This clearly shows that we learn better in a free spirit of curiosity than under fear and compulsion.

[Hinc satis elucet maiorem habere vim ad discenda ista liberam curiositatem quam meticulosam necessitatem.]

Augustine of Hippo (354-430) Christian church father, philosopher, saint [b. Aurelius Augustinus]
Confessions, Book 1, ch. 14 / ¶ 23 (1.14.23) (c. AD 398) [tr. Pine-Coffin (1961)]
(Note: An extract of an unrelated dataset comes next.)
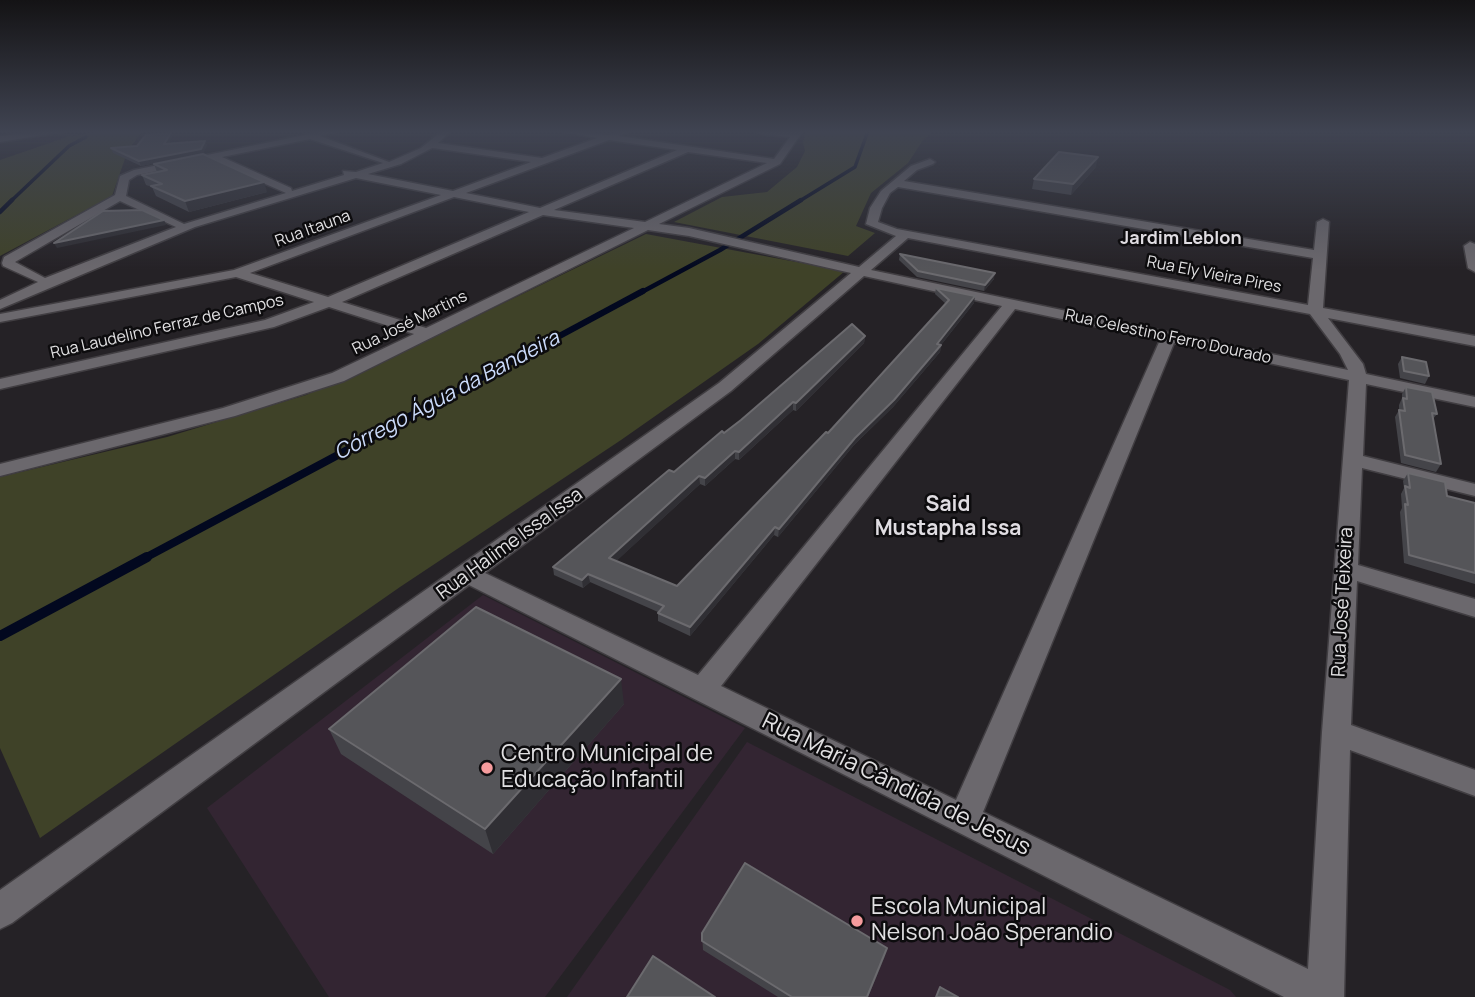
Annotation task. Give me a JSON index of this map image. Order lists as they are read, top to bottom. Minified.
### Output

(Source (Latin)). Alternate translations:

No doubt, then, that a free curiosity has more force in our learning these things, than a frightful enforcement.
[tr. Pusey (1838)]

Hereby it appears that free curiosity has more force in our learning of tongues than frightful enforcement.
[ed. Shedd (1860)]

From this it is sufficiently clear that a free curiosity hath more influence in our learning these things than a necessity full of fear.
[tr. Pilkington (1876)]

Whence it is sufficiently clear, that the free desire of knowledge has more power to make us learn these things than the urgency of fear.
[tr. Hutchings (1890)]

It is plain then that the freedom of curiosity is a far better instructor in language than the compulsion of fear.
[tr. Bigg (1897)]

All this goes to prove that free curiosity is of more value in learning than harsh discipline.
[tr. Sheed (1943)]

From this it is sufficiently clear that a free curiosity is more effective in learning than a discipline based on fear.
[tr. Outler (1955)]

Hence it is plain enough that for learning a language free interest has greater power than frightening constraint.
[tr. Ryan (1960)]

It is clear enough from this that free curiosity is a more powerful aid to the learning of languages than a forced discipline.
[tr. Warner (1963)]

By this it is clear that a free curiosity is a greater force in learning than a fear-ridden compulsion.